147 N.E. 417, 316 Ill. 625
CourtIllinois Supreme Court
DecidedApril 24, 1925
DocketNo. 16611. Reversed and remanded.
StatusPublished
Cited by23 cases

This text of 147 N.E. 417 (Alton & Southern Railroad v. Illinois Commerce Commission) is published on Counsel Stack Legal Research, covering Illinois Supreme Court primary law. Counsel Stack provides free access to over 12 million legal documents including statutes, case law, regulations, and constitutions.

Bluebook
Alton & Southern Railroad v. Illinois Commerce Commission, 147 N.E. 417, 316 Ill. 625 (Ill. 1925).

Opinion

Mr. Justice Heard

delivered the opinion of the court:

In March, 1923, the Perry Coal Company and seventeen other companies, operating approximately twenty-seven mines in St. Clair and Madison counties within a radius of 20 miles of East St. Louis, filed complaints against the appellant carriers. The mines in question are within what is known as the Belleville district, or Group 2. They are also within what is known as the “inner circle” of that group. The average distance of these mines from East St. Louis is 13.43 miles, the distance varying from 6.5 miles to approximately 20 miles. (Distant mines in Group 2 are approximately 70 miles from East St. Louis.) The complainant coal companies contended that the rate of 91 cents per ton on coal in car-load lots from their mines to points within the East St. Louis switching district (the same rate as accorded mines 70 miles away) was unjust, unreasonable, unduly and unjustly discriminatory and in direct violation of the act entitled “An act concerning public utilities.” The cities of Belleville, O’Fallon, Caseyville, Collinsville, Troy and Edwardsville filed intervening petitions seeking the same relief as relators. Complainants and intervenors prayed that an order be entered directing the appellants to establish and put into effect fair, just, reasonable and nondiscriminatory rates between the points of origin and destination in question for the transportation of bituminous coal. The defendant carriers (appellants herein) and intervening coal operators operating mines beyond the 20-mile limit in the district referred to, appeared and opposed the reduction for the near-by mines. The Commerce Commission entered an order requiring appellants to reduce the rate from all mines located on their lines at a distance not greater than 30 miles from the Relay station in the East St. Louis switching district to 70 cents per ton, and to reduce the rate from all other mines located on their lines within Group 2 to said district to 80. cents per ton. Appellants prayed an appeal from this order to the circuit court of St. Clair county, which court affirmed the order of the commission to the extent that it fixed a rate of 70 cents for a distance of 20 miles or less and reversed and set aside that part of the order of the commission applying to the remaining mines in Group 2.

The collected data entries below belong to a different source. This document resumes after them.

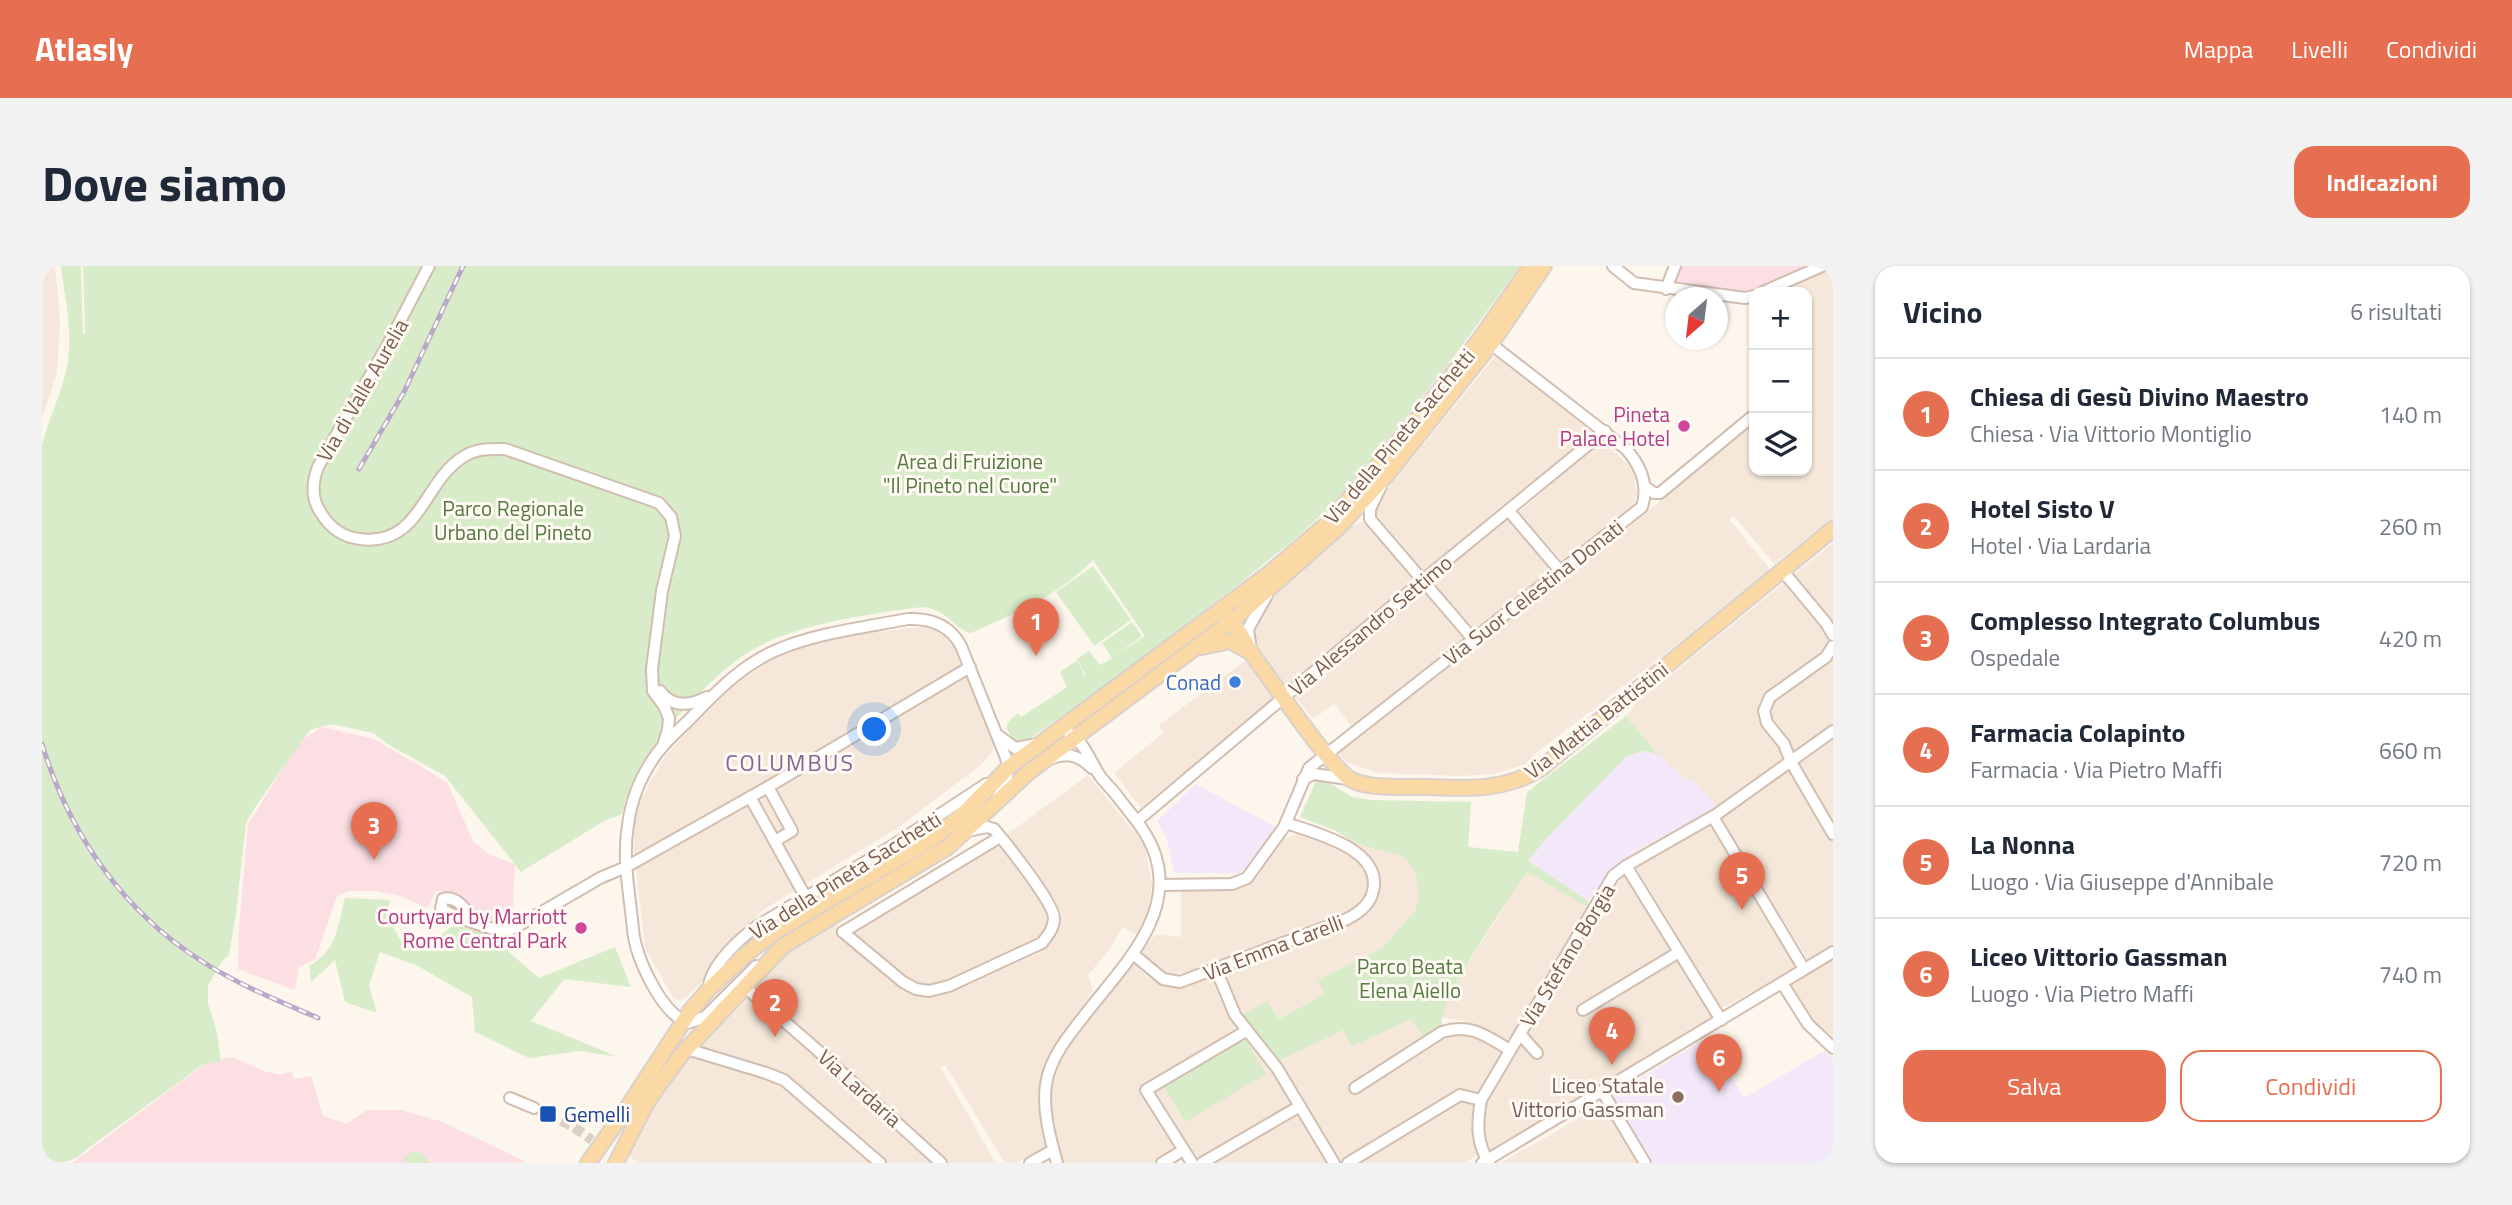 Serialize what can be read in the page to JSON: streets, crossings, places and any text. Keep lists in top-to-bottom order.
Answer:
{
  "streets": {
    "main road": ["Via della Pineta Sacchetti", "Via Mattia Battistini"],
    "street": [
      "Via di Valle Aurelia",
      "Via Suor Celestina Donati",
      "Via Alessandro Settimo",
      "Via Emma Carelli",
      "Via Stefano Borgia",
      "Via Lardaria"
    ]
  },
  "crossings": [
    ["Via della Pineta Sacchetti", "Via Lardaria"],
    ["Via Suor Celestina Donati", "Via Emma Carelli"]
  ],
  "districts": ["COLUMBUS"],
  "parks": ["Area di Fruizione \"Il Pineto nel Cuore\"", "Parco Regionale Urbano del Pineto", "Parco Beata Elena Aiello"],
  "places": {
    "other": [
      "Pineta Palace Hotel",
      "Conad",
      "Courtyard by Marriott Rome Central Park",
      "Liceo Statale Vittorio Gassman"
    ],
    "transit": ["Gemelli"]
  },
  "north": "bottom left",
  "page": {
    "header": "Atlasly",
    "nav": ["Mappa", "Livelli", "Condividi"],
    "title": "Dove siamo",
    "buttons": [
      "Indicazioni",
      ["Salva", "Condividi"]
    ],
    "heading": ["Vicino", "6 risultati"],
    "map_buttons": ["+", "−"],
    "list": [
      {
        "mark": "1",
        "name": "Chiesa di Gesù Divino Maestro",
        "note": "Chiesa · Via Vittorio Montiglio",
        "value": "140 m"
      },
      {
        "mark": "2",
        "name": "Hotel Sisto V",
        "note": "Hotel · Via Lardaria",
        "value": "260 m"
      },
      {
        "mark": "3",
        "name": "Complesso Integrato Columbus",
        "note": "Ospedale",
        "value": "420 m"
      },
      {
        "mark": "4",
        "name": "Farmacia Colapinto",
        "note": "Farmacia · Via Pietro Maffi",
        "value": "660 m"
      },
      {
        "mark": "5",
        "name": "La Nonna",
        "note": "Luogo · Via Giuseppe d'Annibale",
        "value": "720 m"
      },
      {
        "mark": "6",
        "name": "Liceo Vittorio Gassman",
        "note": "Luogo · Via Pietro Maffi",
        "value": "740 m"
      }
    ],
    "pins": [
      "1",
      "3",
      "5",
      "2",
      "4",
      "6"
    ]
  }
} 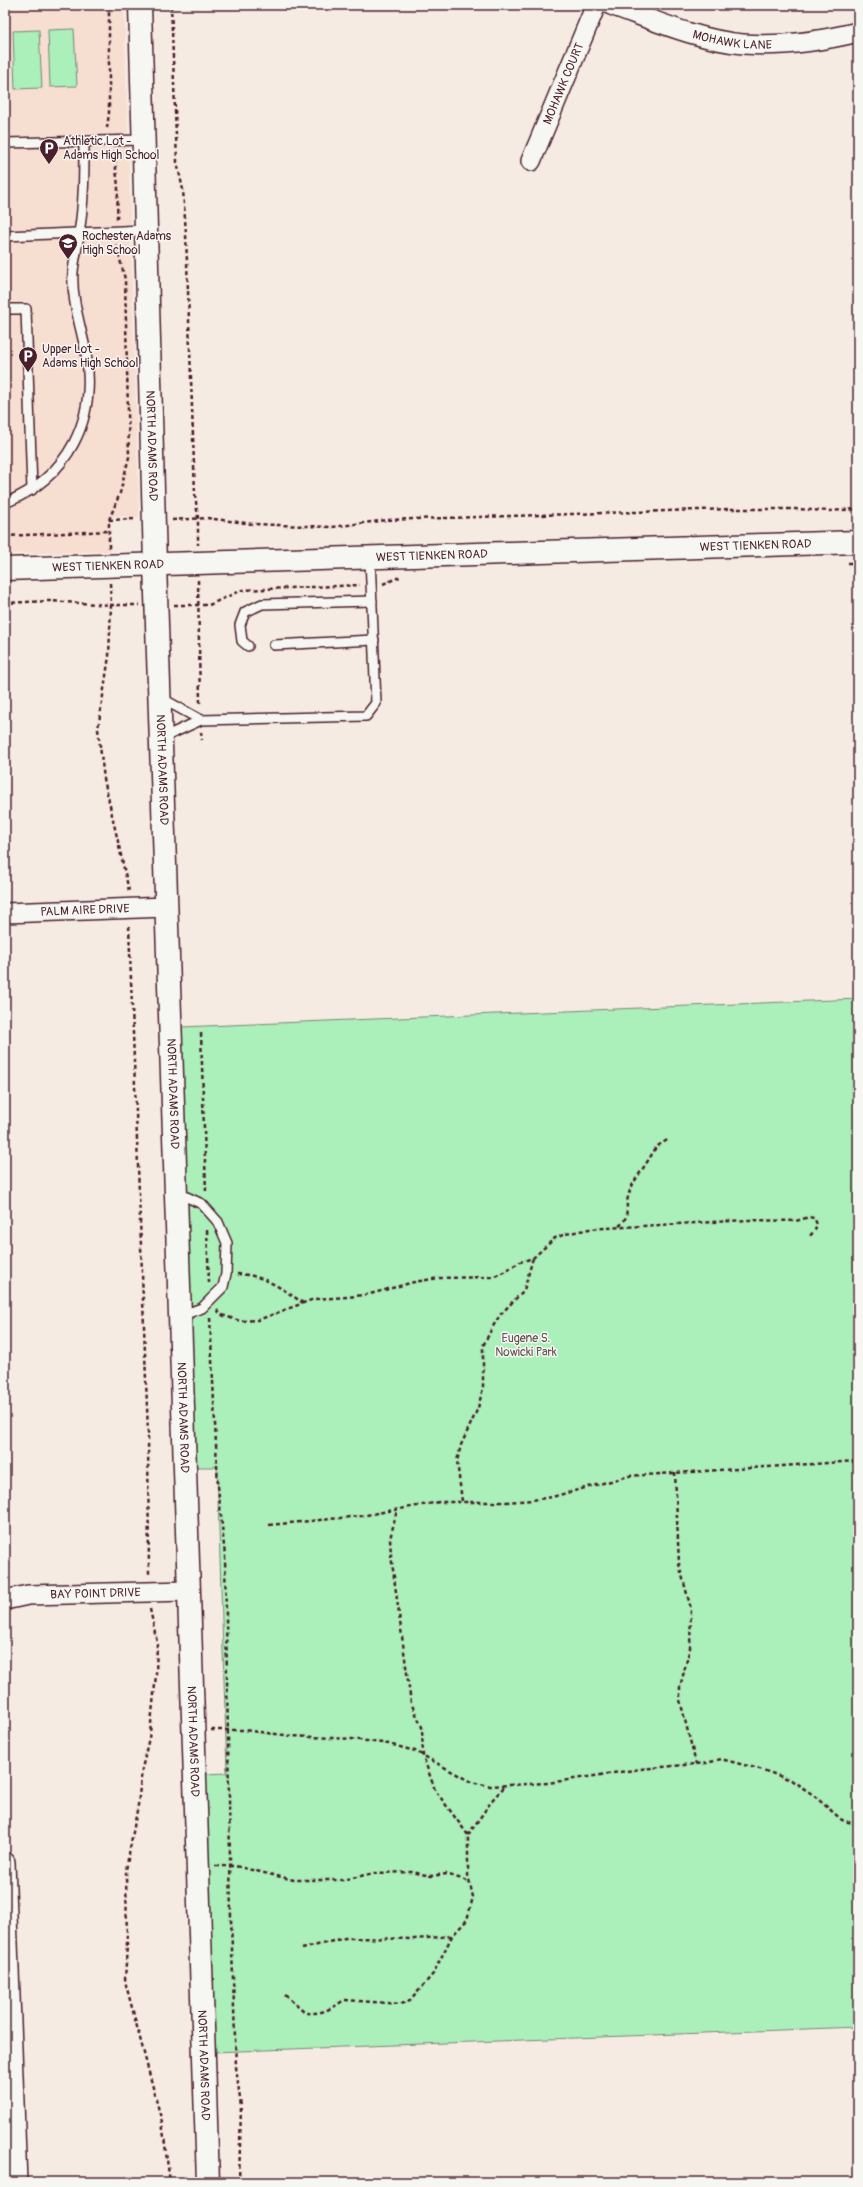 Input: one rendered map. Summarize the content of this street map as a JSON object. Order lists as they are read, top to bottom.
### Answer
{
  "streets": {
    "street": [
      "MOHAWK LANE",
      "MOHAWK COURT",
      "NORTH ADAMS ROAD",
      "WEST TIENKEN ROAD",
      "PALM AIRE DRIVE",
      "BAY POINT DRIVE"
    ]
  },
  "crossings": [
    ["NORTH ADAMS ROAD", "WEST TIENKEN ROAD"],
    ["NORTH ADAMS ROAD", "PALM AIRE DRIVE"],
    ["NORTH ADAMS ROAD", "BAY POINT DRIVE"]
  ],
  "parks": ["Eugene S. Nowicki Park"],
  "places": {
    "parking": ["Athletic Lot - Adams High School", "Upper Lot - Adams High School"],
    "school or university": ["Rochester Adams High School"]
  }
} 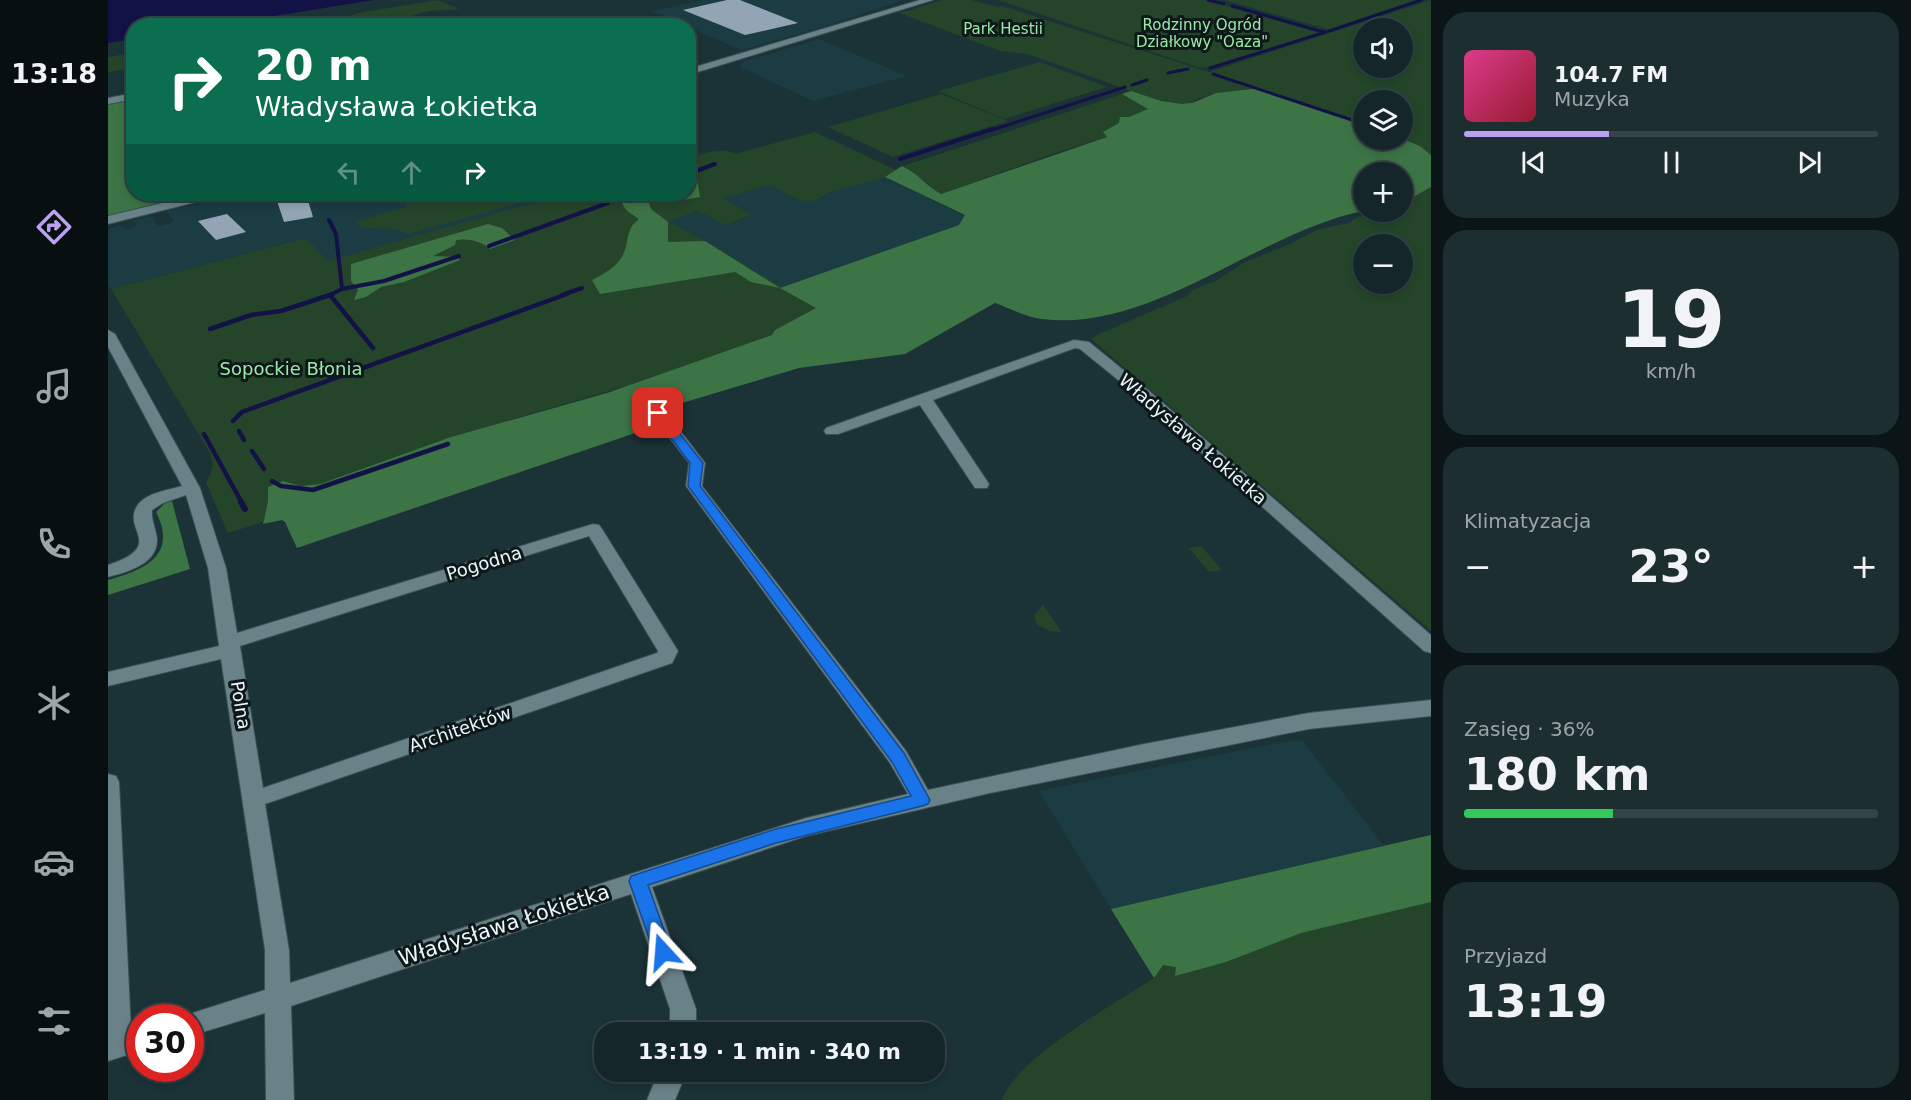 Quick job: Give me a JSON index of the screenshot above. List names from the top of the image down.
{
  "streets": {
    "street": [
      "Władysława Łokietka",
      "Pogodna",
      "Polna",
      "Architektów"
    ]
  },
  "crossings": [
    ["Władysława Łokietka", "Polna"],
    ["Pogodna", "Polna"],
    ["Pogodna", "Architektów"],
    ["Polna", "Architektów"]
  ],
  "parks": ["Rodzinny Ogród Działkowy \"Oaza\"", "Park Hestii", "Sopockie Błonia"],
  "page": {
    "tabs": "13:18",
    "map_buttons": ["+", "−"],
    "turn": ["20 m", "Władysława Łokietka"],
    "song": ["104.7 FM", "Muzyka"],
    "tile": [
      ["19", "km/h"],
      "Klimatyzacja",
      ["Zasięg · 36%", "180 km"],
      ["Przyjazd", "13:19"]
    ],
    "heat": ["−", "23°", "+"],
    "limit": "30",
    "trip": "13:19 · 1 min · 340 m"
  }
}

Appellants in their appeal to this court attack both the order of the commission and the order of the circuit court. They contend that the only question before the commission, and of which it had sole jurisdiction, was to determine the question whether or not the rates from relators’ mines were reasonable and just, and that because relators’ mines were situated within a distance of 20 miles the commission had no jurisdiction to enter any order in the case other than affecting the 20-mile distance.

The evidence introduced before the commission tended to show that the coal-carrying roads of the State of Illinois have had in effect for many years originating rate groups, in which all of the mines located within a certain group take the same rate to different destinations. Two of the principal groups in southern Illinois from which coal is transported to the East St. Louis switching district and to the St. Louis switching district, and through those districts to points beyond, are Group 2 and Group 10. Group 2 (also known as the Belleville group) includes all of the coal mines located within the counties of St. Clair, Clinton, Madison, Washington and Bond and some of the near-by mines located in adjacent counties. The distance of said mines from the East St. Louis switching district ranges from 6.5 miles to 71.84 miles. Group 10 includes the counties of Williamson and Franklin and some of the near-by mines in adjacent counties. For many years past the mines in Group 2 have had a uniform rate to the East St. Louis switching district, and this rate has been a basic rate upon which the rates from other groups in Illinois and from the western Kentucky and southern Indiana coal fields to the East St. Louis switching district have been constructed, with, certain differentials, and upon which the interstate rate to, the St. Louis switching district, with a certain differential, has been constructed. The uniform rate from the mines located in Group 2 to the East St. Louis switching district has changed from time to time, and at the time the complaint in this case was filed it was 91 cents per ton.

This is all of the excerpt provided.